WHAT IS BEING ASKED:
The required result is one figure, the count of lines below with the string "Elsterweg" in them.

Start of DATA FOR ANALYSIS

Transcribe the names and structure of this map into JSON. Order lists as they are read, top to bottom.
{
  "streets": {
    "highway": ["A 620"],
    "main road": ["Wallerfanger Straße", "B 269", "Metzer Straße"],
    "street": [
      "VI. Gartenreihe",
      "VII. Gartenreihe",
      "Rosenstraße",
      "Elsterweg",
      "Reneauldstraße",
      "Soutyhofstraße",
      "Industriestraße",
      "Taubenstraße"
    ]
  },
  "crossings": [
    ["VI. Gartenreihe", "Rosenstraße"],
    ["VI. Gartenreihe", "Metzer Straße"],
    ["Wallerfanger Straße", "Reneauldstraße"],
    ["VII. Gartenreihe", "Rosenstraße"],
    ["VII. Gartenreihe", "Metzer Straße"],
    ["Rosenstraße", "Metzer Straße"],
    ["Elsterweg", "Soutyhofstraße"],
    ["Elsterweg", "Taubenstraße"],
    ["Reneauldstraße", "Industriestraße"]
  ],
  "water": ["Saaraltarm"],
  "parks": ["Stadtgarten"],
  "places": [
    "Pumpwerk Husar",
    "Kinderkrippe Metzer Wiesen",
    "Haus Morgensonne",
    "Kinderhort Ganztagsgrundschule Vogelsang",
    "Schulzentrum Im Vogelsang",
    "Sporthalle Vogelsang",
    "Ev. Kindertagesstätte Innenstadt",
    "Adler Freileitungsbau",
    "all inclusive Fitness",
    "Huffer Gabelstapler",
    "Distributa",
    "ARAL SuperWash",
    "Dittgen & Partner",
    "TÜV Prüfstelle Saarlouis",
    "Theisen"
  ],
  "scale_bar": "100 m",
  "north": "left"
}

End of DATA FOR ANALYSIS

RESPONSE AREA:
3